Saved entries:
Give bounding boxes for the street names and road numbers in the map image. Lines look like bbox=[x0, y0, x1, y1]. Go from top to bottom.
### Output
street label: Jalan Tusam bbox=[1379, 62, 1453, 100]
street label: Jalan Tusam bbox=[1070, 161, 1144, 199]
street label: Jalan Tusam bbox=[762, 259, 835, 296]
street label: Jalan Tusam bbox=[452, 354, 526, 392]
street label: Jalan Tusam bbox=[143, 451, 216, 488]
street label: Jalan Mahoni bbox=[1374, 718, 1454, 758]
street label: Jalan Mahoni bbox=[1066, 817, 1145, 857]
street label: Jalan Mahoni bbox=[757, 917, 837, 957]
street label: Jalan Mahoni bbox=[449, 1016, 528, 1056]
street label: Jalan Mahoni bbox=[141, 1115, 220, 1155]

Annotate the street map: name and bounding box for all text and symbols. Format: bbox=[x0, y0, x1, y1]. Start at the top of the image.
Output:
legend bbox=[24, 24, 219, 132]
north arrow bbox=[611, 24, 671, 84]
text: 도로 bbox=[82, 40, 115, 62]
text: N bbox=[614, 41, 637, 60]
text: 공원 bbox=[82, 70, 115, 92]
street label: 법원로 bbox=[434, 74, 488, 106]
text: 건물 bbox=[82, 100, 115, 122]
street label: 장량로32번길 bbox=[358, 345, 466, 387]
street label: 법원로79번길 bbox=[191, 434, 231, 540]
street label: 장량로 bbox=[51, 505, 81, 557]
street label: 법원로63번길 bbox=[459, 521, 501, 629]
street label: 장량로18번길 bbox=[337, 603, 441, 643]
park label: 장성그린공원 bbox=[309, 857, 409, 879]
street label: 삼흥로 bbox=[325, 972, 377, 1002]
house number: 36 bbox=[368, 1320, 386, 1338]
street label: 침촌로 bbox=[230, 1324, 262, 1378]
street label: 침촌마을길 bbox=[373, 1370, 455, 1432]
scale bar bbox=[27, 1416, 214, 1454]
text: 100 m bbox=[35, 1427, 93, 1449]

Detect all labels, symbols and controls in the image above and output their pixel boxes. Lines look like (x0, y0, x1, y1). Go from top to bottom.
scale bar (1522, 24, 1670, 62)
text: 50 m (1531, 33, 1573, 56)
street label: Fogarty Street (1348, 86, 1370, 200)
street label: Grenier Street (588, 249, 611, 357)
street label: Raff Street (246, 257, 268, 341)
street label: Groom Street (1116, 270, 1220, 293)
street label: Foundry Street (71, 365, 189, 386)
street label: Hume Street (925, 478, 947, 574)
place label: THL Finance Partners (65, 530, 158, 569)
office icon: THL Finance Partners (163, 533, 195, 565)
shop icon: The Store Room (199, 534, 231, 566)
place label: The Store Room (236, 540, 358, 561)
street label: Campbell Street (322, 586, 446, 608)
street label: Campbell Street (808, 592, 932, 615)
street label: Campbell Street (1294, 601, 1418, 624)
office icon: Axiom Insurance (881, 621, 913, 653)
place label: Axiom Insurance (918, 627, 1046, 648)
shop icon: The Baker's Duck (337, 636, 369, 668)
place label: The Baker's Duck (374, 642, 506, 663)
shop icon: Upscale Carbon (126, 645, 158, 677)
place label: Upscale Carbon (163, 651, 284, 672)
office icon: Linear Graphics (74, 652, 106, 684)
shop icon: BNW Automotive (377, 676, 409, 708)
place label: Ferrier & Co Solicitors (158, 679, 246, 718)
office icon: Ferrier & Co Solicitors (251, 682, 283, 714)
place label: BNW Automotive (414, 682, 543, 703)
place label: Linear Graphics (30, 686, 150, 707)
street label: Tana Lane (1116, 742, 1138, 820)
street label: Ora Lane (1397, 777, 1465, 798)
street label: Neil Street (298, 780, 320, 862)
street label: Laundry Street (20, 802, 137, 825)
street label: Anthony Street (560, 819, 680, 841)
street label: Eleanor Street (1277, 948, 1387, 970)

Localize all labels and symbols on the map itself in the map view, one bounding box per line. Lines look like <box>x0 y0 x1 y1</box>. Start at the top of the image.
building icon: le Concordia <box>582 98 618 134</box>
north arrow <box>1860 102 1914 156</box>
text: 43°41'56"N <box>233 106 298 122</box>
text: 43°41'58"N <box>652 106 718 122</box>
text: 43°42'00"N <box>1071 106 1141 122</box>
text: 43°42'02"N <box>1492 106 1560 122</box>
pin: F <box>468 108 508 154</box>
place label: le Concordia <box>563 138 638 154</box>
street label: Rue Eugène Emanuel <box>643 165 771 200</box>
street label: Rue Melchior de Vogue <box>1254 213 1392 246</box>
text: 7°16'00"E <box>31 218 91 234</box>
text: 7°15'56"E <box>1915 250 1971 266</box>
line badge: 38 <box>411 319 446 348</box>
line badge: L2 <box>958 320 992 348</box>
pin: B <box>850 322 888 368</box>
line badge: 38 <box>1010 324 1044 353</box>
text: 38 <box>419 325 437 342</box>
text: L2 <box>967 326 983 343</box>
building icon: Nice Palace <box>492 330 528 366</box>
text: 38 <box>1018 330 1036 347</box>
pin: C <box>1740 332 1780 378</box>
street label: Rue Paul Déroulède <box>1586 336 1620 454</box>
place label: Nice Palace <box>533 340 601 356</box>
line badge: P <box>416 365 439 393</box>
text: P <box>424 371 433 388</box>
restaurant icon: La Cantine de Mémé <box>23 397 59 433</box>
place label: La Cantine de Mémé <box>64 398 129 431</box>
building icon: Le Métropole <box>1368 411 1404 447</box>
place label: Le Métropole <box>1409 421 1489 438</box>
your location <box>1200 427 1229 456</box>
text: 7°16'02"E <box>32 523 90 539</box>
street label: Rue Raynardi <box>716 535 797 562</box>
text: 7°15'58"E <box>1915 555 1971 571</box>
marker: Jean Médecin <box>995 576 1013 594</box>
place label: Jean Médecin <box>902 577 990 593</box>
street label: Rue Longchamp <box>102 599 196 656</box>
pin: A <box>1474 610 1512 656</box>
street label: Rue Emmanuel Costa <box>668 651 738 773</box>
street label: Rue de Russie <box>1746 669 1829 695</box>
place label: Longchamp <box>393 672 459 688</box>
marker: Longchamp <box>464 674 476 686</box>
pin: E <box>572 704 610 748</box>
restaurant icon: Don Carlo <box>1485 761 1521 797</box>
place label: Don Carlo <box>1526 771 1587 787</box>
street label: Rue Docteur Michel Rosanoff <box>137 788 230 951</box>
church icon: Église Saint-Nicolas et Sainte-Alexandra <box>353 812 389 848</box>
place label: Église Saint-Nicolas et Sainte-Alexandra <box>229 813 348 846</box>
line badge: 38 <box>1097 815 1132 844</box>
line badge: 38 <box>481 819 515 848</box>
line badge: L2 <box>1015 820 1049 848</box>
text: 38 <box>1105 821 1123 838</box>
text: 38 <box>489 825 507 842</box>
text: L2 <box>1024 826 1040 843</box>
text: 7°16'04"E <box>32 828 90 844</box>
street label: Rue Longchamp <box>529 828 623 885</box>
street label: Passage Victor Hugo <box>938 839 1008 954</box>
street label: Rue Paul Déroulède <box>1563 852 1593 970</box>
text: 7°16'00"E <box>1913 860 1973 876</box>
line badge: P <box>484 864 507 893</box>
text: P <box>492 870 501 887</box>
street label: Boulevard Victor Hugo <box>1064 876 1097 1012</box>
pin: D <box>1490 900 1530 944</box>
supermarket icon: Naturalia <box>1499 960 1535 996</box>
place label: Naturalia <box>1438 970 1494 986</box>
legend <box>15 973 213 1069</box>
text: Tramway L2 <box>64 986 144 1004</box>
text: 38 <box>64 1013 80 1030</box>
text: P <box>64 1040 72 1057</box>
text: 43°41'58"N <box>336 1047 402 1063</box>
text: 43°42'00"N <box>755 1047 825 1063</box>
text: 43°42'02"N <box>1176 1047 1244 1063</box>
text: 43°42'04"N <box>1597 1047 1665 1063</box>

Required action
Find out how many lines in the entries above hold "Campbell", then reply with that figure and nothing else.

Written solution
3